» Exercise brief: The lines from the start of the records below through the line containing "solid #fff;border-radius:50%;box-shadow:0 1px" are to be copied exactly, both ends included, with nothing added.

» Collected data entries:
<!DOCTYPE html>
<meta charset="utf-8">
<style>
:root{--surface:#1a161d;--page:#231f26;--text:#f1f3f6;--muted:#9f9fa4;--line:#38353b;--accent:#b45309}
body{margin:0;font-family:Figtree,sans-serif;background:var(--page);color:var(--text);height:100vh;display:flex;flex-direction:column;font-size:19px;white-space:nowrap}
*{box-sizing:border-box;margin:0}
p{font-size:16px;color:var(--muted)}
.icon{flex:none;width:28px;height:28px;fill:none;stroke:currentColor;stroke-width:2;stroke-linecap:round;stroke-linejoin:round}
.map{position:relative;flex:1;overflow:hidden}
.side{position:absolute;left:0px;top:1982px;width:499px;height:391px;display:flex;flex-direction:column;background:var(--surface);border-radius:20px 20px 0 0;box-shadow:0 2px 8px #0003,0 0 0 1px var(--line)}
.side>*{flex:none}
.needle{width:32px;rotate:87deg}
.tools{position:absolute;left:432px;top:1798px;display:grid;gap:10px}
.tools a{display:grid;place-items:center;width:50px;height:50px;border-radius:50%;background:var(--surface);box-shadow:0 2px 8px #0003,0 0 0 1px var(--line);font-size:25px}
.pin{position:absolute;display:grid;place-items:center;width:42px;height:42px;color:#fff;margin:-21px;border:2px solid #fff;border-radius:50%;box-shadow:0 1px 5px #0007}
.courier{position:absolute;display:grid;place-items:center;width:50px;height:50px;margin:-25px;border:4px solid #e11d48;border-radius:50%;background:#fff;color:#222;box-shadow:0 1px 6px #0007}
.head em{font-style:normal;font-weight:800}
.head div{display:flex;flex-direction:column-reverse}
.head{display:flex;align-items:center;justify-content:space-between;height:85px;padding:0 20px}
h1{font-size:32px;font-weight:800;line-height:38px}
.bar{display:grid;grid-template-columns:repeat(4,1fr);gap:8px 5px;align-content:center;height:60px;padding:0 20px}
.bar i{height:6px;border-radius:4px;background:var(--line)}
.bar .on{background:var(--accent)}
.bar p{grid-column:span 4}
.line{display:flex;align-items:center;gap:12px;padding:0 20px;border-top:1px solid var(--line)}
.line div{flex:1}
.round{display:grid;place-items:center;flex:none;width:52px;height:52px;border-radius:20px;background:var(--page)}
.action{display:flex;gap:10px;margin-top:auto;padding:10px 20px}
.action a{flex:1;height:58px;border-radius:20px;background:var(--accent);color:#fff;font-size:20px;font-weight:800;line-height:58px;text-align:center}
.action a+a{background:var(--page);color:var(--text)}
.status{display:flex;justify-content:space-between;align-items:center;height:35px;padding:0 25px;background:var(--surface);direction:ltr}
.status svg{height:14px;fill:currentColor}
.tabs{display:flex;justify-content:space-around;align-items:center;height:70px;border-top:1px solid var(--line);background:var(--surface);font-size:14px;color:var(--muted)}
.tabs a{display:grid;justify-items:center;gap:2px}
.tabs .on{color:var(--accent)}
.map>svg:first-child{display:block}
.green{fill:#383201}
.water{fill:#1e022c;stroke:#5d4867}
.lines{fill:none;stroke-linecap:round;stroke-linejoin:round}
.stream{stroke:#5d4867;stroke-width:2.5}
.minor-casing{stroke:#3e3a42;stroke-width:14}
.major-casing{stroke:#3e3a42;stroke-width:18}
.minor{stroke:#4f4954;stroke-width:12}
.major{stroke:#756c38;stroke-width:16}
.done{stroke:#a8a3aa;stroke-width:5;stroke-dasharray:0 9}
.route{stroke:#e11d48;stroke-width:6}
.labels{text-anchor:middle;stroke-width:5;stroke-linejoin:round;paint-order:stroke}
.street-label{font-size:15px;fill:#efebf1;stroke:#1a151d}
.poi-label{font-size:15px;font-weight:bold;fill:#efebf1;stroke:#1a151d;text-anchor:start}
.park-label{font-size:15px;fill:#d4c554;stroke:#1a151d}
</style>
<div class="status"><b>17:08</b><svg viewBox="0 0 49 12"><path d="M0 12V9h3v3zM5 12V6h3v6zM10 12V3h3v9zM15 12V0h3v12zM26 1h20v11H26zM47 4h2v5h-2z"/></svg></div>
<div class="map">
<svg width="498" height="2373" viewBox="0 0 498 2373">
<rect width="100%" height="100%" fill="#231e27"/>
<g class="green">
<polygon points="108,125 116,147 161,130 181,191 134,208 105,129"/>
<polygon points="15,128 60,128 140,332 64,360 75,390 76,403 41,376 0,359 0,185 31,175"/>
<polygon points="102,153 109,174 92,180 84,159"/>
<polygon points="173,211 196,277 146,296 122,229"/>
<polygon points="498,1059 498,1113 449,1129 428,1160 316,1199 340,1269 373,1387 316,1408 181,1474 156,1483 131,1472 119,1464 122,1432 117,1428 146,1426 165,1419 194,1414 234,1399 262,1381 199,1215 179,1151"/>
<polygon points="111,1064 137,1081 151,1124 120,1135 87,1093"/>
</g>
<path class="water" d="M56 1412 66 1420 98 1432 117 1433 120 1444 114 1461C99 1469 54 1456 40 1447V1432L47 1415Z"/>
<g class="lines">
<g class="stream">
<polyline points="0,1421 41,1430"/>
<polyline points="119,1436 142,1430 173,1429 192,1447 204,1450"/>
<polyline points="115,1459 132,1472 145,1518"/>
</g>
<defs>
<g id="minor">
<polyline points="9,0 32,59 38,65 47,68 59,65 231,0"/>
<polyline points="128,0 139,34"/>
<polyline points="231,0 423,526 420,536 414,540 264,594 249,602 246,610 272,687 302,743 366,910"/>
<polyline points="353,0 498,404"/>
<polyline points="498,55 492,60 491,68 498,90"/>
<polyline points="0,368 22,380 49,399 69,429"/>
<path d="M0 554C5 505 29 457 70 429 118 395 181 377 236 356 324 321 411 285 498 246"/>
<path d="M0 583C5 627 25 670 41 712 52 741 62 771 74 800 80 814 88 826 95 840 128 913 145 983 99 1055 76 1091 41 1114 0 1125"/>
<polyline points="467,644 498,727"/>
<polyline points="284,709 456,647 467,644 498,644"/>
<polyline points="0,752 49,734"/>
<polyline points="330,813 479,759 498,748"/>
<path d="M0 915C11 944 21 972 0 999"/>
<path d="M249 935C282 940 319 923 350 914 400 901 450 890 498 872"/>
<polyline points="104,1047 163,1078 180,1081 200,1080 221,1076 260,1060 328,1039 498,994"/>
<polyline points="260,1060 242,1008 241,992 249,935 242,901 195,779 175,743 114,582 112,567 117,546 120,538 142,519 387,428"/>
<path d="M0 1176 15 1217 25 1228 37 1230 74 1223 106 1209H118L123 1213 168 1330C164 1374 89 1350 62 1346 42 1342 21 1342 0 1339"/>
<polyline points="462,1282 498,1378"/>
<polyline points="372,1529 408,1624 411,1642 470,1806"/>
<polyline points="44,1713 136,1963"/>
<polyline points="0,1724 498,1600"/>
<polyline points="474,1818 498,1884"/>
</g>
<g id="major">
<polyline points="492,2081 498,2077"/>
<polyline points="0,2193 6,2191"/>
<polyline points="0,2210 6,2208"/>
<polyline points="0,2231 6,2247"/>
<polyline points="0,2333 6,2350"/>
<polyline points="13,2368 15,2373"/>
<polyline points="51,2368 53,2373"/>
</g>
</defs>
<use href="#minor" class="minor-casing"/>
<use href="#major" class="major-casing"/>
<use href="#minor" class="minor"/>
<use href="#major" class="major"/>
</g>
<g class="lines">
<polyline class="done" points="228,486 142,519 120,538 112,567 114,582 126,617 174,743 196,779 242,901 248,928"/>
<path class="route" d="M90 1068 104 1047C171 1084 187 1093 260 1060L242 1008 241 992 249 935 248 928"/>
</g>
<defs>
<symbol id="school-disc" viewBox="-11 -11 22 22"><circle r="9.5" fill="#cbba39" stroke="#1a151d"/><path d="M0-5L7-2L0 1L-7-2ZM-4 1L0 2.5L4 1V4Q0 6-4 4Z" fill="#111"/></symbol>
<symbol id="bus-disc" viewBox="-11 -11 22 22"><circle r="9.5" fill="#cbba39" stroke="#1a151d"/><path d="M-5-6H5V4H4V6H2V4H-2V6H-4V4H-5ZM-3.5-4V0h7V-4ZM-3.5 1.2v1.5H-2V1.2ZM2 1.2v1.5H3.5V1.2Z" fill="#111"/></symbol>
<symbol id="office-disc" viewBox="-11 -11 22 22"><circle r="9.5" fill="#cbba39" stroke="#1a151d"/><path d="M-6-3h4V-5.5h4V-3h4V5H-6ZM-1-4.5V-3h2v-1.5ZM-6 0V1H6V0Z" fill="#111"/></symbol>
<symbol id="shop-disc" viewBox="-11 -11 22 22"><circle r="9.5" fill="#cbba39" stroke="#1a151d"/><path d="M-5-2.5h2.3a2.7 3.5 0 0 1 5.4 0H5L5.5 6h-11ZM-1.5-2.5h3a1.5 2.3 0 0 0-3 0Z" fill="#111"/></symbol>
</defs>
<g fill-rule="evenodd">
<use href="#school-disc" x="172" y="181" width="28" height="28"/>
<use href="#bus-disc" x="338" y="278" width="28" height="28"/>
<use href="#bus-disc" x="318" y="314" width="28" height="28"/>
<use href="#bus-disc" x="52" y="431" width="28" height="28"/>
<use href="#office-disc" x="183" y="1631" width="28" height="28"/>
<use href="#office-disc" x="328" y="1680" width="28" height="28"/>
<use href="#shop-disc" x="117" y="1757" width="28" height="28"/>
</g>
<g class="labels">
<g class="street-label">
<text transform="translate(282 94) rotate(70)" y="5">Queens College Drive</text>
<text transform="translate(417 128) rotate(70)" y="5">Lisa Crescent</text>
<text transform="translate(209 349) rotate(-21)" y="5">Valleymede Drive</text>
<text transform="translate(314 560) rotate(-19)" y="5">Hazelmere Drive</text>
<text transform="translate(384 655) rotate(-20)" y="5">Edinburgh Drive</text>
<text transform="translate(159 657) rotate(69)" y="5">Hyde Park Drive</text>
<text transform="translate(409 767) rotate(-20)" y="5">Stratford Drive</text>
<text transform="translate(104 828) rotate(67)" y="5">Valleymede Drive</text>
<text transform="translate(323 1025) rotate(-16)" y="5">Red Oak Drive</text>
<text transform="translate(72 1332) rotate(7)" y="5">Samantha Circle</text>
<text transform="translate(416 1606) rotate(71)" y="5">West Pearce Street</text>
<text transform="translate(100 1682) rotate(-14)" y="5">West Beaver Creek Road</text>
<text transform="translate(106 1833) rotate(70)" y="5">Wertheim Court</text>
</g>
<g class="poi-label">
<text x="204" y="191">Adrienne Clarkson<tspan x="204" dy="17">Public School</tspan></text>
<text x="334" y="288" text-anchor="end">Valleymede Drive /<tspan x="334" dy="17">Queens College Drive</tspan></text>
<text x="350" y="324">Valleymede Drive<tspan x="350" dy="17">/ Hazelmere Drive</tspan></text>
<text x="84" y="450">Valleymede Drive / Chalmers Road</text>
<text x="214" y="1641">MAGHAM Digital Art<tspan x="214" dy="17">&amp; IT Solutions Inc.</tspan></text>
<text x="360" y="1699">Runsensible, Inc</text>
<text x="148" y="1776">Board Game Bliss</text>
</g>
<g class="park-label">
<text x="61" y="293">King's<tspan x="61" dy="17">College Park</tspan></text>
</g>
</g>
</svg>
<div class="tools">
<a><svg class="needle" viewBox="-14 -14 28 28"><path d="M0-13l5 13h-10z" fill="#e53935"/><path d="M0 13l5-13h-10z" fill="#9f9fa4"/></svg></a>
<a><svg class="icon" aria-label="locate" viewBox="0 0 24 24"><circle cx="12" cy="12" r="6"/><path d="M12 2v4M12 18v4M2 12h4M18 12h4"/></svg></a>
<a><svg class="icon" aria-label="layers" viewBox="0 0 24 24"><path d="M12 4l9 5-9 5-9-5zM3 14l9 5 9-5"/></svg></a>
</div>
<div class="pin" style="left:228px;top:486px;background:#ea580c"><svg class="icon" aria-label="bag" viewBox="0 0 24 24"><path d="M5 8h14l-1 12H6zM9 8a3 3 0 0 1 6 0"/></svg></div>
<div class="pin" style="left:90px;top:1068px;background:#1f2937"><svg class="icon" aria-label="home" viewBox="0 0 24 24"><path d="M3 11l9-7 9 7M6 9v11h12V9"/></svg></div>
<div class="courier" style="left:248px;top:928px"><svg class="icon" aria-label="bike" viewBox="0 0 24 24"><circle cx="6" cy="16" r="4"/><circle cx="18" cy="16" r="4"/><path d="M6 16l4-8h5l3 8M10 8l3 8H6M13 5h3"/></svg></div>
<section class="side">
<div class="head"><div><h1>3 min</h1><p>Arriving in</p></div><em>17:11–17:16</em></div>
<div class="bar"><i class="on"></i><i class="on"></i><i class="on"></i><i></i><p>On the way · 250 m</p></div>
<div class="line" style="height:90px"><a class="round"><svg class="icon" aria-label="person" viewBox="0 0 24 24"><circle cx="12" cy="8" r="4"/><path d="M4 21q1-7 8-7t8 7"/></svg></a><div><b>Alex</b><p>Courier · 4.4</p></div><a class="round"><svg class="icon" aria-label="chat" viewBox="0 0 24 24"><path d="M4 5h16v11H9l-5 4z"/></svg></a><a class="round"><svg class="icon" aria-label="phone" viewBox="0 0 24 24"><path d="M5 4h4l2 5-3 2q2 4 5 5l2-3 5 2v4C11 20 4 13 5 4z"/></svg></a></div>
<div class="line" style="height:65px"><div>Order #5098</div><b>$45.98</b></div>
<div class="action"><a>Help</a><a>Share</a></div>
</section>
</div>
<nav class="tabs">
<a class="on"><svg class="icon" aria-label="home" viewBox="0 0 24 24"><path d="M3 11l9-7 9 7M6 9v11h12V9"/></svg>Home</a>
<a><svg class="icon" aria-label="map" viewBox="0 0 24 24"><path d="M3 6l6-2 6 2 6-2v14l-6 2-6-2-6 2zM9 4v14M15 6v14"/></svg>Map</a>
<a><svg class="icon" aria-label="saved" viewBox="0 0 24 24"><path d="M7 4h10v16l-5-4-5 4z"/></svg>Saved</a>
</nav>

» Output:
<!DOCTYPE html>
<meta charset="utf-8">
<style>
:root{--surface:#1a161d;--page:#231f26;--text:#f1f3f6;--muted:#9f9fa4;--line:#38353b;--accent:#b45309}
body{margin:0;font-family:Figtree,sans-serif;background:var(--page);color:var(--text);height:100vh;display:flex;flex-direction:column;font-size:19px;white-space:nowrap}
*{box-sizing:border-box;margin:0}
p{font-size:16px;color:var(--muted)}
.icon{flex:none;width:28px;height:28px;fill:none;stroke:currentColor;stroke-width:2;stroke-linecap:round;stroke-linejoin:round}
.map{position:relative;flex:1;overflow:hidden}
.side{position:absolute;left:0px;top:1982px;width:499px;height:391px;display:flex;flex-direction:column;background:var(--surface);border-radius:20px 20px 0 0;box-shadow:0 2px 8px #0003,0 0 0 1px var(--line)}
.side>*{flex:none}
.needle{width:32px;rotate:87deg}
.tools{position:absolute;left:432px;top:1798px;display:grid;gap:10px}
.tools a{display:grid;place-items:center;width:50px;height:50px;border-radius:50%;background:var(--surface);box-shadow:0 2px 8px #0003,0 0 0 1px var(--line);font-size:25px}
.pin{position:absolute;display:grid;place-items:center;width:42px;height:42px;color:#fff;margin:-21px;border:2px solid #fff;border-radius:50%;box-shadow:0 1px 5px #0007}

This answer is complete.